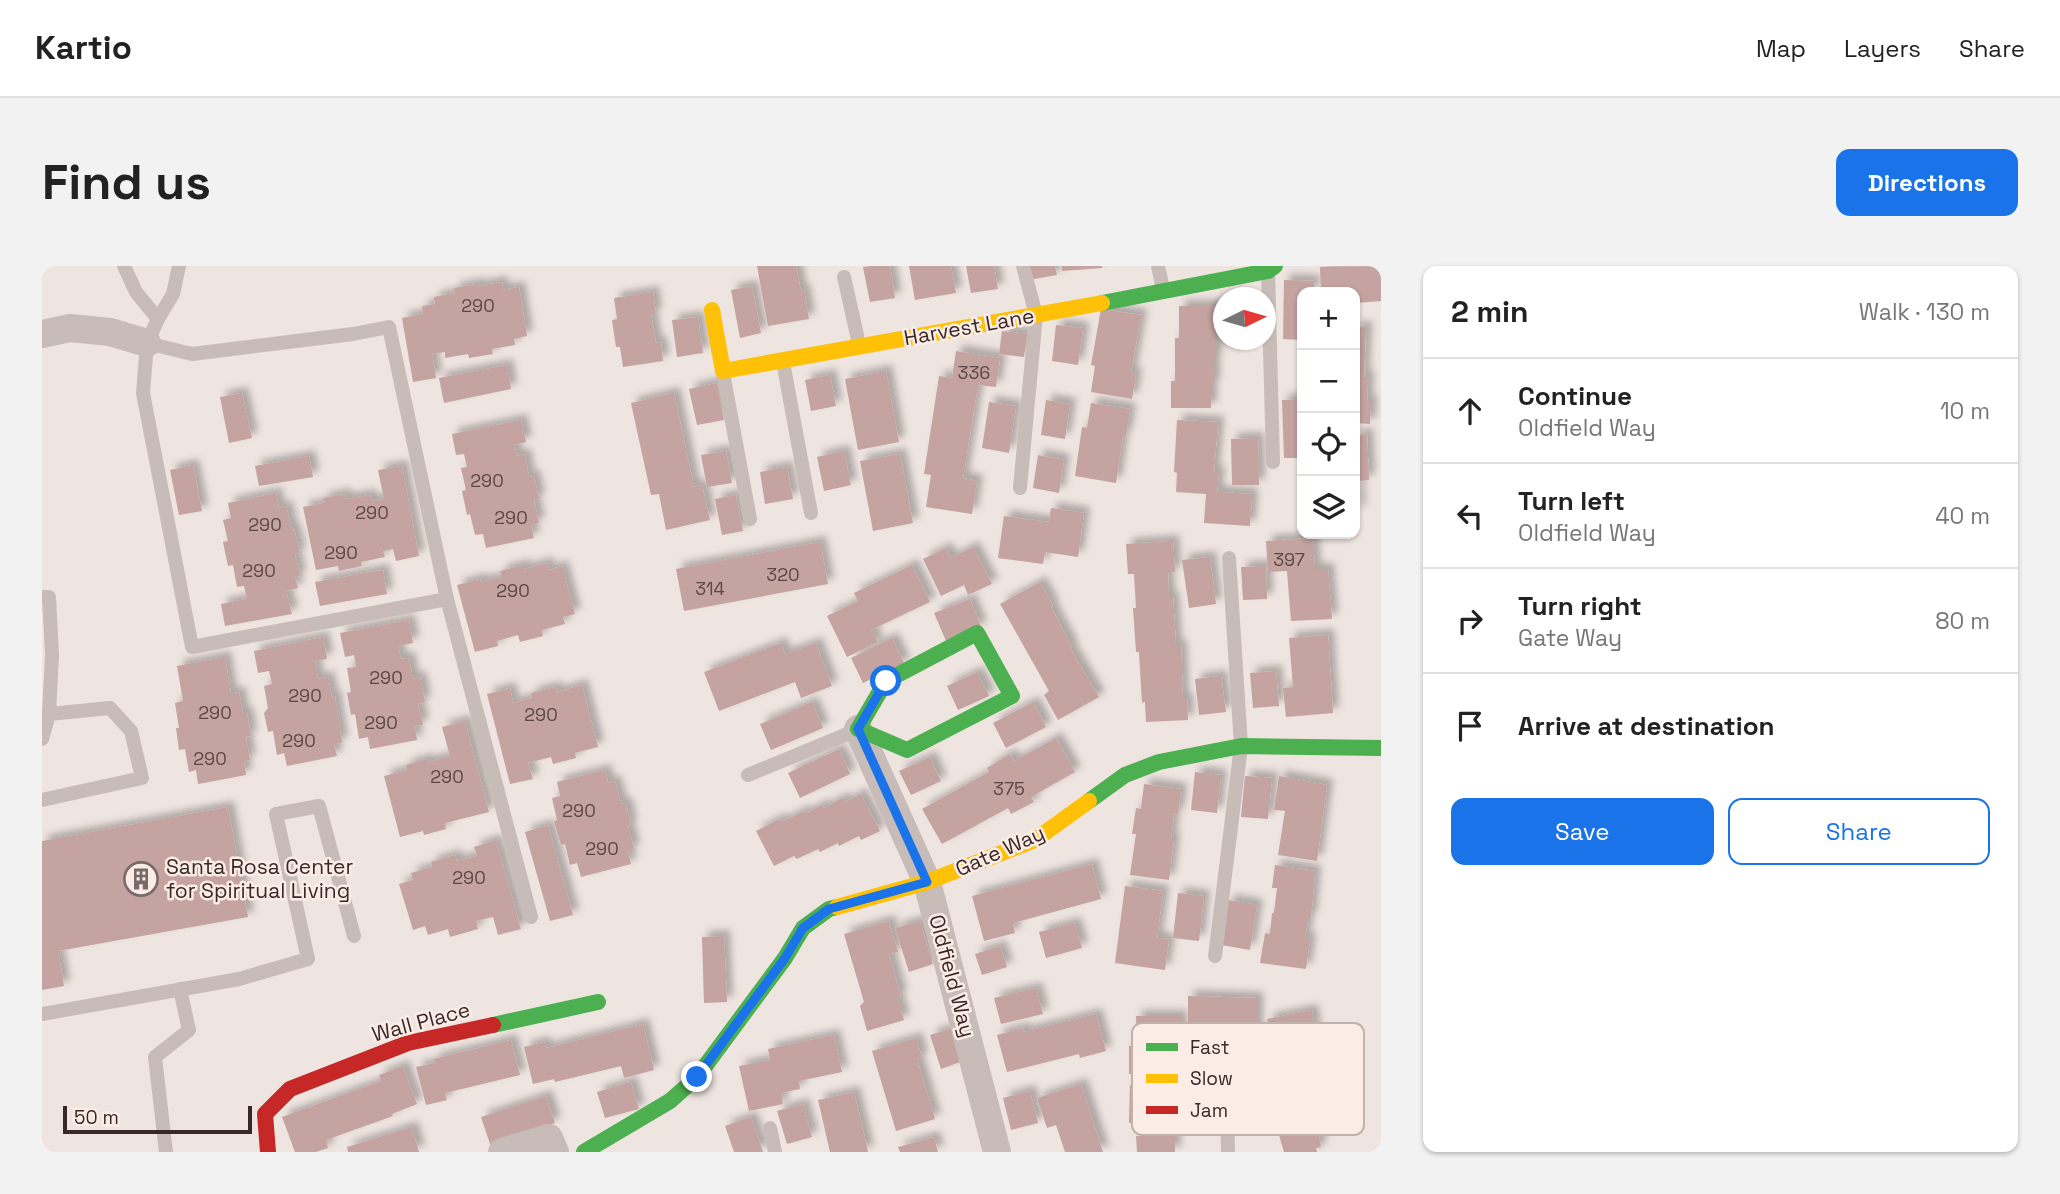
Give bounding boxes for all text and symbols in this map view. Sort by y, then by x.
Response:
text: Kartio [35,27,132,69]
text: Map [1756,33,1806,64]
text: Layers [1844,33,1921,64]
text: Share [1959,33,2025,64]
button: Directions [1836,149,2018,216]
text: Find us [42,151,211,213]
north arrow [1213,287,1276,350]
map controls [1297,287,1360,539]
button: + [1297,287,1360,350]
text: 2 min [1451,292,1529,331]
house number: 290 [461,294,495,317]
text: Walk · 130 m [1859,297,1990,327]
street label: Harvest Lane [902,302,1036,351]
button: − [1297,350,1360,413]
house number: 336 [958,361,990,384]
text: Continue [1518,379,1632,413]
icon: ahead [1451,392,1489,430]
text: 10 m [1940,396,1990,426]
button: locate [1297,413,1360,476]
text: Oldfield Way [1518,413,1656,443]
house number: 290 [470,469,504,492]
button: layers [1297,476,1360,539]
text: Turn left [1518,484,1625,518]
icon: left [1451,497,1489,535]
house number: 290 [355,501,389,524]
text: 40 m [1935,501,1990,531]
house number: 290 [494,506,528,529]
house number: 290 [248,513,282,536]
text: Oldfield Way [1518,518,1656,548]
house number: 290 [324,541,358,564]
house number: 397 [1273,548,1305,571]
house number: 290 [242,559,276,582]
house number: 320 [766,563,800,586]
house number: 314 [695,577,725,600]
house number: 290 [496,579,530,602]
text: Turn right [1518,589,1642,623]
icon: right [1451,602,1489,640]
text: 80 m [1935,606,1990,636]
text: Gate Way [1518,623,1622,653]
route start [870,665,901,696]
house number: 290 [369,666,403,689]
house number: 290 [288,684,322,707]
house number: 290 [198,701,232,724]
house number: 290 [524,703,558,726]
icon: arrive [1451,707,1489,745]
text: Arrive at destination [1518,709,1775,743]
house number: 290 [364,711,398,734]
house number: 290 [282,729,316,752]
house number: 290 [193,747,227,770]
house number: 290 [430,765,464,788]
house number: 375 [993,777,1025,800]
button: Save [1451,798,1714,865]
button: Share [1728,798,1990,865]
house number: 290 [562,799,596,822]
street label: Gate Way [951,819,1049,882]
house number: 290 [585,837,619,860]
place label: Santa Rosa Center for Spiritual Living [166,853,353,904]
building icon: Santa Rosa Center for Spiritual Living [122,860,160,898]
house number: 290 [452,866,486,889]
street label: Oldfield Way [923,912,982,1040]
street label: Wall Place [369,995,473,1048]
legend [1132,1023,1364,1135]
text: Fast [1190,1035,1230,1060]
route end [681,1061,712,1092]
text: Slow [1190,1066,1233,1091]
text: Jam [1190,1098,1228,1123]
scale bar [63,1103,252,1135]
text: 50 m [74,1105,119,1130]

* **ASSIGNED TASK**: Return the complete material exactly as given, excluding images.

* **EXPECTED ANSWER**:
Give bounding boxes for all text and symbols in this map view. Sort by y, then by x.
Response:
text: Kartio [35,27,132,69]
text: Map [1756,33,1806,64]
text: Layers [1844,33,1921,64]
text: Share [1959,33,2025,64]
button: Directions [1836,149,2018,216]
text: Find us [42,151,211,213]
north arrow [1213,287,1276,350]
map controls [1297,287,1360,539]
button: + [1297,287,1360,350]
text: 2 min [1451,292,1529,331]
house number: 290 [461,294,495,317]
text: Walk · 130 m [1859,297,1990,327]
street label: Harvest Lane [902,302,1036,351]
button: − [1297,350,1360,413]
house number: 336 [958,361,990,384]
text: Continue [1518,379,1632,413]
icon: ahead [1451,392,1489,430]
text: 10 m [1940,396,1990,426]
button: locate [1297,413,1360,476]
text: Oldfield Way [1518,413,1656,443]
house number: 290 [470,469,504,492]
button: layers [1297,476,1360,539]
text: Turn left [1518,484,1625,518]
icon: left [1451,497,1489,535]
house number: 290 [355,501,389,524]
text: 40 m [1935,501,1990,531]
house number: 290 [494,506,528,529]
house number: 290 [248,513,282,536]
text: Oldfield Way [1518,518,1656,548]
house number: 290 [324,541,358,564]
house number: 397 [1273,548,1305,571]
house number: 290 [242,559,276,582]
house number: 320 [766,563,800,586]
house number: 314 [695,577,725,600]
house number: 290 [496,579,530,602]
text: Turn right [1518,589,1642,623]
icon: right [1451,602,1489,640]
text: 80 m [1935,606,1990,636]
text: Gate Way [1518,623,1622,653]
route start [870,665,901,696]
house number: 290 [369,666,403,689]
house number: 290 [288,684,322,707]
house number: 290 [198,701,232,724]
house number: 290 [524,703,558,726]
icon: arrive [1451,707,1489,745]
text: Arrive at destination [1518,709,1775,743]
house number: 290 [364,711,398,734]
house number: 290 [282,729,316,752]
house number: 290 [193,747,227,770]
house number: 290 [430,765,464,788]
house number: 375 [993,777,1025,800]
button: Save [1451,798,1714,865]
button: Share [1728,798,1990,865]
house number: 290 [562,799,596,822]
street label: Gate Way [951,819,1049,882]
house number: 290 [585,837,619,860]
place label: Santa Rosa Center for Spiritual Living [166,853,353,904]
building icon: Santa Rosa Center for Spiritual Living [122,860,160,898]
house number: 290 [452,866,486,889]
street label: Oldfield Way [923,912,982,1040]
street label: Wall Place [369,995,473,1048]
legend [1132,1023,1364,1135]
text: Fast [1190,1035,1230,1060]
route end [681,1061,712,1092]
text: Slow [1190,1066,1233,1091]
text: Jam [1190,1098,1228,1123]
scale bar [63,1103,252,1135]
text: 50 m [74,1105,119,1130]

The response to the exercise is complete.